One of these hurdles was actually getting the project funded, which was the following decade’s focus. A big issue was that government agencies tend to fund things directly aligned with their remits, but this project didn’t fit neatly into any of them. “What we found was each siloed ministry couldn't fund it,” says Aileen. Instead, the project required a broader look at the value it would bring. “What we needed was an across the government consideration,” she says, “But none of the ministries look across all [the aspects of] wellbeing.” In the end, it took an invitation from Bill English for them to make a Better Business Case to ultimately help secure funding.
More recently, Ōpōtiki have made the most of post-Covid funding to maximise not only the Harbour Transformation project specifically, but also a range of other projects that align with it. They’ve built Te Tāhuhu o Te Rangi, a new library and community hub, in part to help upskill the community in preparation for entering the workforce. They’ve upgraded their local skatepark, which also helped ensure local concrete operators were running and able to deliver the concrete needed for the harbour build. They’re also redesigning the city centre so that it looks towards the harbour, and working with Whakatōhea to come up with art installations that will sit at the harbour entrance. “All our post-Covid funding is stitched together into a community plan,” Lyn says. “None of it was random. None of these were lolly scrambles. It was all very deliberate.”

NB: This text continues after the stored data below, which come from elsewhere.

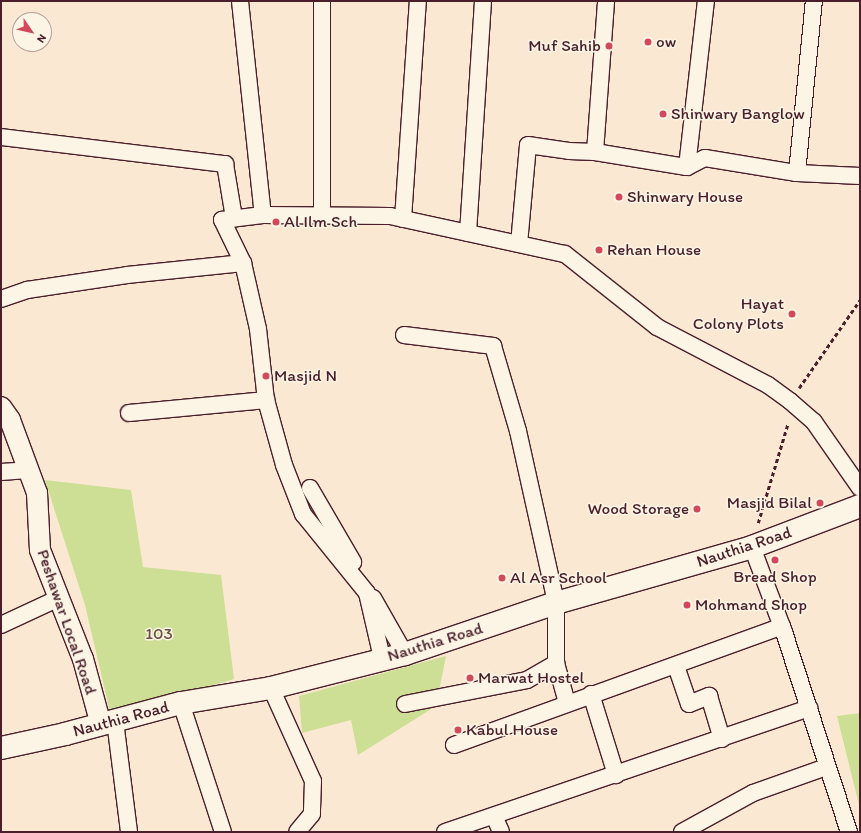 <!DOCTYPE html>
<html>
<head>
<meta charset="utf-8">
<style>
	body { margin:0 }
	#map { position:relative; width:861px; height:833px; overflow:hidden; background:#fbe8d2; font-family:Itim,sans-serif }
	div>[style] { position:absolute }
	.green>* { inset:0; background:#ccdf94 }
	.path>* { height:2.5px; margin-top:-1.25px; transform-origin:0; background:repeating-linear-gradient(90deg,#4a1f2b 0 4px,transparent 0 7px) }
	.roads { filter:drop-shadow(1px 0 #4a1f2b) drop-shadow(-1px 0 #4a1f2b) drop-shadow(0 1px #4a1f2b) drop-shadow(0 -1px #4a1f2b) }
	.minor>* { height:16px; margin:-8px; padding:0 8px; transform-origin:8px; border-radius:8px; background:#fcf5e5 }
	.tertiary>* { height:20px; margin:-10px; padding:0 10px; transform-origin:10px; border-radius:10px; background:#fcf5e5 }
	.secondary>* { height:22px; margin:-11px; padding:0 11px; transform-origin:11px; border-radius:11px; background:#fcf5e5 }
	.dots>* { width:11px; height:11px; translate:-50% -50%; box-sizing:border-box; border:2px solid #fcf5e5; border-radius:50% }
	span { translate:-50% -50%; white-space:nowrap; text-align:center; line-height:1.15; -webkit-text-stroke:3px #fcf5e5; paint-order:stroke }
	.poi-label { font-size:17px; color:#4a1f2b }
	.left { translate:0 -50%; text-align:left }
	.right { translate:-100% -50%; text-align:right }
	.street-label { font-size:17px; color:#4a1f2b }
	.park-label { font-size:17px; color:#6a4f45 }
	.frame { position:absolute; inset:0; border:2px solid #4a1f2b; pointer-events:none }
	.north { position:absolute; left:12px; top:12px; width:40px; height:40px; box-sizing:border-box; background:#fcf5e5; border:1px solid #b59f9b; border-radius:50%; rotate:124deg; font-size:11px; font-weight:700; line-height:16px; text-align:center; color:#4a1f2b }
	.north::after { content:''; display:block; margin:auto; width:14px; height:18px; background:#d1495b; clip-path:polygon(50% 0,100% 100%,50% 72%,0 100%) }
</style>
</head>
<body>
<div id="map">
	<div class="green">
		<div style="clip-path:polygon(45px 480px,131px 490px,143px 567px,221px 575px,234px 679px,111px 716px,85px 605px)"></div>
		<div style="clip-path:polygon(446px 656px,436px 706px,358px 755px,351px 720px,302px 733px,299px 696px)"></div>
		<div style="clip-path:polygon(860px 713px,860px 809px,837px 716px)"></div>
	</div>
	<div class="path">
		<div style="left:799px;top:388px;width:107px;rotate:-55.3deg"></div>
		<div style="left:758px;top:523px;width:104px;rotate:-73.3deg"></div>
	</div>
	<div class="roads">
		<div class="minor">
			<div style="left:240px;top:1px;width:215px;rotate:83.9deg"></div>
			<div style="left:1px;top:137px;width:226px;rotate:6.9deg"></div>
			<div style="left:225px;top:164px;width:55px;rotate:80.5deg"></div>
			<div style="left:595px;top:152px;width:151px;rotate:-85.8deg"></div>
			<div style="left:687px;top:167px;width:167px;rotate:-83.5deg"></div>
			<div style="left:797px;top:173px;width:173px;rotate:-84.4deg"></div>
			<div style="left:322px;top:215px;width:214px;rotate:-90deg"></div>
			<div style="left:403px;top:219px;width:219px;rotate:-86.1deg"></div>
			<div style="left:468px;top:233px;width:232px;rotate:-86.3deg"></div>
			<div style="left:519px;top:244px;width:99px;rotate:-84.8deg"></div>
			<div style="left:528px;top:145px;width:41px;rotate:8.3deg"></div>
			<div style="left:569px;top:151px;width:26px;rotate:2deg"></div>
			<div style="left:595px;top:152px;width:93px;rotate:9.3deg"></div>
			<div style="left:687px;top:167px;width:20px;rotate:-27deg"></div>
			<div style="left:705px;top:158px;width:93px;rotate:9.3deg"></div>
			<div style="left:797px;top:173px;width:63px;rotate:2.7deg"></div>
			<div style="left:243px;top:263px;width:68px;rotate:77.2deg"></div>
			<div style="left:258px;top:329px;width:71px;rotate:83.6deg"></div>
			<div style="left:266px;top:400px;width:67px;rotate:74.5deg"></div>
			<div style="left:284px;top:465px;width:53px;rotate:68.8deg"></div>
			<div style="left:303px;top:514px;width:102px;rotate:51deg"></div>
			<div style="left:367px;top:593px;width:67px;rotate:77deg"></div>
			<div style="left:1px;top:299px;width:28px;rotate:-19deg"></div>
			<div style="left:27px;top:290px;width:101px;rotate:-8.5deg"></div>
			<div style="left:127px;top:275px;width:117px;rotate:-5.9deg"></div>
			<div style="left:243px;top:263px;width:48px;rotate:-116deg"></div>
			<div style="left:222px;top:220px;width:41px;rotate:-7deg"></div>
			<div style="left:263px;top:215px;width:127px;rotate:0.5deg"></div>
			<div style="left:390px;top:216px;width:179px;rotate:12.3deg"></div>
			<div style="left:565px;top:254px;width:117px;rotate:38.4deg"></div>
			<div style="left:657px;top:327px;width:125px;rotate:27.6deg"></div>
			<div style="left:768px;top:385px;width:27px;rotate:36deg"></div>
			<div style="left:790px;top:401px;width:32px;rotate:41deg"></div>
			<div style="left:814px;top:422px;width:80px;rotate:55.1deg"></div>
			<div style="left:404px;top:335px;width:90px;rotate:7deg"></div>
			<div style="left:493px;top:346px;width:89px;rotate:73.6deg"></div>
			<div style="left:518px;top:431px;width:176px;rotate:77.5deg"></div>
			<div style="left:556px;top:603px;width:60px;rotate:90deg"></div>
			<div style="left:556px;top:663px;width:41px;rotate:74.6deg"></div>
			<div style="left:129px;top:413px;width:138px;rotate:-5.4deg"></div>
			<div style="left:1px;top:472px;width:27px;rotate:-4deg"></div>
			<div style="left:310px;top:488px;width:86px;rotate:59.8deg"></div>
			<div style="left:752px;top:547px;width:91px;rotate:69.4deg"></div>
			<div style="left:784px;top:632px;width:210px;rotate:72deg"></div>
			<div style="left:373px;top:598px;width:64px;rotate:60.3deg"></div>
			<div style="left:1px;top:625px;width:64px;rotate:-25deg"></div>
			<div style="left:676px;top:666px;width:40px;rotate:71.1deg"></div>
			<div style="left:689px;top:704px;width:22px;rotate:-22deg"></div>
			<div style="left:709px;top:696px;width:45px;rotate:73.2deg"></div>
			<div style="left:271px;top:688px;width:102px;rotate:65.7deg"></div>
			<div style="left:313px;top:781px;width:33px;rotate:92deg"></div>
			<div style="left:312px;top:814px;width:23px;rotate:130deg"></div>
			<div style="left:591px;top:694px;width:85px;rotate:72.8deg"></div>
			<div style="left:181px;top:703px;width:136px;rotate:72deg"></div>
			<div style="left:405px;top:704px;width:124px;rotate:-11.1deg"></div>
			<div style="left:527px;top:680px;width:34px;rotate:-30deg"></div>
			<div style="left:115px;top:721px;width:112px;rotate:82.8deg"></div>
			<div style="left:454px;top:745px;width:349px;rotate:-19.9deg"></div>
			<div style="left:494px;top:816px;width:17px;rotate:66deg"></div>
			<div style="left:445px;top:832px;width:385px;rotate:-18.8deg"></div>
			<div style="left:682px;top:832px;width:81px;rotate:-28.8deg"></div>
			<div style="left:753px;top:793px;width:77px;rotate:-19.6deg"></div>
		</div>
		<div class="tertiary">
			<div style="left:1px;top:407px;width:16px;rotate:55deg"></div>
			<div style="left:10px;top:420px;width:78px;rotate:69.7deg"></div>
			<div style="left:37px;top:493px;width:57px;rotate:87deg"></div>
			<div style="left:40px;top:550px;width:117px;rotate:68.5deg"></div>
			<div style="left:83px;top:659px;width:68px;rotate:74.7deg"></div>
		</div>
		<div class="secondary">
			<div style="left:1px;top:748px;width:66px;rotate:-12.3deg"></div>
			<div style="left:65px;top:734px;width:120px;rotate:-15deg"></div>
			<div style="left:181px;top:703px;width:91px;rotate:-9.5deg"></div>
			<div style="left:271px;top:688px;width:138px;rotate:-14.2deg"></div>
			<div style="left:405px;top:654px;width:159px;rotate:-18.7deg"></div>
			<div style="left:556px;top:603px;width:204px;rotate:-15.9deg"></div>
			<div style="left:752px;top:547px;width:116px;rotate:-20.8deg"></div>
		</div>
	</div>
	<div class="dots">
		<div style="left:648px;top:42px;background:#d1495b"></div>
		<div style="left:609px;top:46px;background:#d1495b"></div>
		<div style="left:663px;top:114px;background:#d1495b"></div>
		<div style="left:619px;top:197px;background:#d1495b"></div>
		<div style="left:276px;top:222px;background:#d1495b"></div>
		<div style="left:599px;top:250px;background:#d1495b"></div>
		<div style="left:792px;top:314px;background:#d1495b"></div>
		<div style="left:266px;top:376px;background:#d1495b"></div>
		<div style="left:820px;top:503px;background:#d1495b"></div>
		<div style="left:697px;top:509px;background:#d1495b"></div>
		<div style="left:775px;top:560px;background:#d1495b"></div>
		<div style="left:502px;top:578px;background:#d1495b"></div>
		<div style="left:687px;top:605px;background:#d1495b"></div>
		<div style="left:470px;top:678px;background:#d1495b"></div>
		<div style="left:458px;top:730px;background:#d1495b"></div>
	</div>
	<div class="poi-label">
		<span class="left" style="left:656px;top:42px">ow</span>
		<span class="right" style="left:601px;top:46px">Muf Sahib</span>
		<span class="left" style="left:671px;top:114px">Shinwary Banglow</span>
		<span class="left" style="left:627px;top:197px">Shinwary House</span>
		<span class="left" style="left:284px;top:222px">Al Ilm Sch</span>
		<span class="left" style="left:607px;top:250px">Rehan House</span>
		<span class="right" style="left:784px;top:314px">Hayat<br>Colony Plots</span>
		<span class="left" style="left:274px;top:376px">Masjid N</span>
		<span class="right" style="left:812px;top:503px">Masjid Bilal</span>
		<span class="right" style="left:689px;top:509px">Wood Storage</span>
		<span style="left:775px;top:577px">Bread Shop</span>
		<span class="left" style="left:510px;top:578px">Al Asr School</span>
		<span class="left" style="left:695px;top:605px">Mohmand Shop</span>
		<span class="left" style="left:478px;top:678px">Marwat Hostel</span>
		<span class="left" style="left:466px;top:730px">Kabul House</span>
	</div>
	<div class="street-label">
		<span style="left:744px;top:547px;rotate:-18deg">Nauthia Road</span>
		<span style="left:67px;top:622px;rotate:71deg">Peshawar Local Road</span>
		<span style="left:435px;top:642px;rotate:-17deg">Nauthia Road</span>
		<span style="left:121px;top:719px;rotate:-15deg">Nauthia Road</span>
	</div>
	<div class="park-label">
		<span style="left:159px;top:634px">103</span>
	</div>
	<div class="frame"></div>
	<div class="north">N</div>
</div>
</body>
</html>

It’s this sort of holistic thinking and planning that is key to ensuring the ongoing sustainability of both the Harbour Project and the district. “For the last six years, the focus has been around the collective table with iwi, businesses, social organisations, and ourselves,” Lyn says, “asking, how do we create jobs? How do we get the people trained to be in them? How do we hold them? What are the flow on effects of what we're creating? What else do we need to focus on? How do we look after the workforce? And all of those things have been planned, as we've thought through what needed to be done.”
Lyn notes that the relationships they’ve cultivated over the years have been a huge part of the project’s success. “From a relationship point of view, you often understand better. So, you sit in the same room, you hear, you're with the people that you're working with, and helping to move something forward.”
Building these relationships, and getting people to see the bigger picture, may have been challenging at times. “When you're in Opotiki, your perspective is very much that you're at the ends of the earth,” Aileen says. “Nobody ever comes here.” But as the Harbour Transformation project, set to finish building in July, proves, they’ve more than pulled it off. “We have gained the backing of government, and we've certainly put the work in in order to gain that trust,” Lyn says. “But also, we deliver.”